1. In the comparison formula, the number before the comparison symbol (:) is called the former item, the item after the comparison symbol is called the latter item, the comparison symbol is equivalent to the division symbol, and the quotient of the former item divided by the latter item is called the ratio.
Even the ratio, such as: 3:4:5 read: 3 to 4 to 5.
2. The ratio represents the relationship between two numbers, which can be expressed by a fraction, written in the form of a fraction, and read as several to several.
For example:12: 20 =12 ÷ 20 = 0.6?
12: 20 is pronounced as12: 20.
Distinguish ratio and ratio: ratio is a number, usually expressed as a fraction, and can also be an integer or a decimal.
A ratio is a formula that represents the relationship between two numbers. It can be written as a ratio or a fraction.
3. The basic nature of the ratio: the first term and the second term of the ratio are multiplied or divided by the same number at the same time (except 0), and the ratio remains unchanged.
4. Simplified proportion: the simplified result is still a proportion, not a number.
(1) Divide the first and last terms of the ratio by their greatest common divisor.
(2) The simplified method of the ratio of two fractions is to multiply the last item in the previous paragraph by the least common multiple of the denominator at the same time, and then simplify the integer ratio. You can also find the ratio and write it out in the form of ratio.
(3) the ratio of two decimal places, moving the decimal point to the right, is also converted into an integer ratio first.
5. Find the ratio: write the ratio symbol as a division symbol and then calculate it. The result is a number (or fraction), which is equivalent to quotient, not ratio.
6. The difference between ratio, division and fraction:
Division: Divider divisor symbol () Divider (not 0) Quotient invariant division is an operation.
Fraction: numerator fraction line (-) Denominator (cannot be 0) The basic property of a fraction is a number.
Ratio: the basic attribute ratio (not 0) of the item after the preceding comparison symbol (:) indicates the relationship between two numbers.
Quotient invariance: Divider and divisor are multiplied or divided by the same number (except 0) at the same time, and the quotient remains unchanged.
The basic nature of a fraction: the numerator and denominator are multiplied or divided by the same number at the same time (except 0), and the size of the fraction remains unchanged.
Application of Fractional Division and Fractional Ratio
1, the known unit "1".
2. The quantity of unknown unit "1" is divided.
3. The basic quantitative relationship of fractional application problems (by fraction)
(1)A is a fraction of B?
A = B × what score?
What is the score of B =?
What score = A-B
(2) How much is A more (less) than B?
4. Proportional distribution: the method of distributing a quantity according to a certain proportion is called proportional distribution.
5. Draw a line graph:
(1) Find out the number of the unit "1", first draw the unit "1", and mark the known and unknown.
(2) Analyze the quantitative relationship.
(3) Find the equivalence relation.
(4) Column equation.
Draw two line graphs for the relationship between two quantities, and draw a line graph for the relationship between part and whole.

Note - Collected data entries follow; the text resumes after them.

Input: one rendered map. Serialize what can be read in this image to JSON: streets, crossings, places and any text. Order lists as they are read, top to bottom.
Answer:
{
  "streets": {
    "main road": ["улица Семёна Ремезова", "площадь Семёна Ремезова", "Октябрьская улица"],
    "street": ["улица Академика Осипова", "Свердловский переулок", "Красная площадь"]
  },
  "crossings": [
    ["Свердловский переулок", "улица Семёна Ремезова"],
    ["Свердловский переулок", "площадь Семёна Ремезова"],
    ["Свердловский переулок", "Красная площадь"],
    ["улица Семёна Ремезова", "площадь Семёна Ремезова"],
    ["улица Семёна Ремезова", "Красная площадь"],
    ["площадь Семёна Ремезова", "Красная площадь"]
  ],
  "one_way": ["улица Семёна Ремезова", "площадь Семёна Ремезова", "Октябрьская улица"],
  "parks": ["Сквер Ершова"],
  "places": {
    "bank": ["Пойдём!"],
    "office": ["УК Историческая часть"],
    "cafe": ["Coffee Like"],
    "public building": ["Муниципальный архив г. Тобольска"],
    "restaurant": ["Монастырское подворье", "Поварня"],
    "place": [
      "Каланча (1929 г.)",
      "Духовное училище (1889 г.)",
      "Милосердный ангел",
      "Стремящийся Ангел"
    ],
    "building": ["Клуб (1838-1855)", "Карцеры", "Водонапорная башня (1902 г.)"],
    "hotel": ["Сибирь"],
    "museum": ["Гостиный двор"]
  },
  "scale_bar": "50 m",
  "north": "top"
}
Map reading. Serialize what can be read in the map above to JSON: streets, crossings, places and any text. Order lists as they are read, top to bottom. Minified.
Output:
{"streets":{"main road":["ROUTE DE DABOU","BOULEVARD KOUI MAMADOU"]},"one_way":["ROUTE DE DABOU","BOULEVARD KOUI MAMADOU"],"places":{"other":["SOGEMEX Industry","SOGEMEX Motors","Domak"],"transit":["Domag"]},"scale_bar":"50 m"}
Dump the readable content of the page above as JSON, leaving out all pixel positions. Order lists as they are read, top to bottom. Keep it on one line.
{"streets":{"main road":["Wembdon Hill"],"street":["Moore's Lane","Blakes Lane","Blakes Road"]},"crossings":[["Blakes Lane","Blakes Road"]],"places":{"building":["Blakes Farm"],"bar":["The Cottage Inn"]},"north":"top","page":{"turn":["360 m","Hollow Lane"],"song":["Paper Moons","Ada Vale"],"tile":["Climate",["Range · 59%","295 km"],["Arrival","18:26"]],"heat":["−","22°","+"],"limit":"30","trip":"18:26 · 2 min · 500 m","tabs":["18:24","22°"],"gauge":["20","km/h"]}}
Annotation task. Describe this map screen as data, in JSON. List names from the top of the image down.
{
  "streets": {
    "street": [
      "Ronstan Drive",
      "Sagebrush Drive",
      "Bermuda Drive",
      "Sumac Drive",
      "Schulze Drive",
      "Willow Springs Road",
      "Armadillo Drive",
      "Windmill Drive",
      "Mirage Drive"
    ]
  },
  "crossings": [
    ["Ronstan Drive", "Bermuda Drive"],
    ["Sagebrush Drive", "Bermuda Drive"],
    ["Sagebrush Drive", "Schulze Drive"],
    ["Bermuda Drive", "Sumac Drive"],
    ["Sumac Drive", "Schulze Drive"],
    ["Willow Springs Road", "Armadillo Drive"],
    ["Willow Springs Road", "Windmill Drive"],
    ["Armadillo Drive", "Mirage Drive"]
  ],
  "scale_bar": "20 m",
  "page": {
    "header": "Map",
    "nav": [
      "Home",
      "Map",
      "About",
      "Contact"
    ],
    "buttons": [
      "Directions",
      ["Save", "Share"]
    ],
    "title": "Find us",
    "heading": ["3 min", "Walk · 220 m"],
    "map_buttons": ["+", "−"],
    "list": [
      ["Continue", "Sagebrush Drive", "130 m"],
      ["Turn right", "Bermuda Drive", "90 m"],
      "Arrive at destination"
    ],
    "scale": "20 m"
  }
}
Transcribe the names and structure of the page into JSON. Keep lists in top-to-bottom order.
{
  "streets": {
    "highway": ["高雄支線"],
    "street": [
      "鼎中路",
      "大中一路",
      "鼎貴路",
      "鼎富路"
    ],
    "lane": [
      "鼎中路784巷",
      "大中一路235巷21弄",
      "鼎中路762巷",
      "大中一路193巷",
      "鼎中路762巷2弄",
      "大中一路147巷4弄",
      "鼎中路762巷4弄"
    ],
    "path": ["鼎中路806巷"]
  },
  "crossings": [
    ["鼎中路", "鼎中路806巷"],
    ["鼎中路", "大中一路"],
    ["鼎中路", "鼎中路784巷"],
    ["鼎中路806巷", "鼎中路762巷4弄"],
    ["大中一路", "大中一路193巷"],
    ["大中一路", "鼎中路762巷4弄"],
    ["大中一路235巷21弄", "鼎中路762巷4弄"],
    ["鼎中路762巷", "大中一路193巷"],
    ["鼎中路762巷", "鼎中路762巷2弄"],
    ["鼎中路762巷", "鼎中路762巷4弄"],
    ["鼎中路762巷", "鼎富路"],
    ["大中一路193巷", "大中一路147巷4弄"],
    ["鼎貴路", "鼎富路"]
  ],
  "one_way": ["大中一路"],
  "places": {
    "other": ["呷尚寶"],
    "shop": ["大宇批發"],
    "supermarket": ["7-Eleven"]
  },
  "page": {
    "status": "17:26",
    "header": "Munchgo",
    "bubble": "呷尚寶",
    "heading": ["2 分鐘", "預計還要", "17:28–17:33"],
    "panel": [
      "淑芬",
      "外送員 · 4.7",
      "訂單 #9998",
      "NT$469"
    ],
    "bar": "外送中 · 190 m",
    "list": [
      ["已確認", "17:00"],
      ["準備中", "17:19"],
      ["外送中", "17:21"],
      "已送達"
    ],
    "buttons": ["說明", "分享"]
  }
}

The first volume of the sixth grade mathematics knowledge points 5
Unit 5 circle
First, the characteristics of the circle
1. Circle is a plane figure surrounded by a closed curve in a plane.
2. Features of the circle: beautiful appearance and easy rolling.
3. center o: the point of the center is called the center. The center is generally represented by the letter o.
After the circle is folded in half for many times, the intersection of creases is at the center of the circle, that is, the center of the circle. The center of the circle determines the position of the circle.
Radius r: The line segment connecting the center of the circle and any point on the circle is called radius. In the same circle, there are countless radii, all of which are equal. The radius determines the size of the circle.
Diameter d: The line segment whose two ends pass through the center of the circle is called the diameter. The same circle has countless diameters, and all the diameters are equal. The diameter is the longest line segment in a circle.
The inner diameter of the same circle or equal circle is twice the radius: d=2r or r=d÷2.
4. Equal circles: circles with equal radii are called concentric circles, and equal circles can be completely overlapped by translation. Concentric circles: Two circles with coincident centers and unequal radii are called concentric circles.
5. The circle is an axisymmetric figure: if a figure is folded in half along a straight line, the figures on both sides can completely overlap, and this figure is an axisymmetric figure. The straight line where the crease lies is called the symmetry axis.
Figures with symmetry axis: semicircle, sector, isosceles trapezoid, isosceles triangle and angle.
A figure with two axes of symmetry: a rectangle.
A figure with three axes of symmetry: an equilateral triangle
A figure with four axes of symmetry: a square
Figures with or without symmetry axis: circles and rings.
Step 6 draw a circle
(1) The distance between two feet of a compass is the radius of a circle. (2) Draw a circle: fix the radius, center of the circle and make a circle.
Second, the circumference of the circle:
The length of a curve around a circle is called the circumference of the circle, and the circumference is represented by the letter C.
1, the circumference of a circle is always more than three times the diameter.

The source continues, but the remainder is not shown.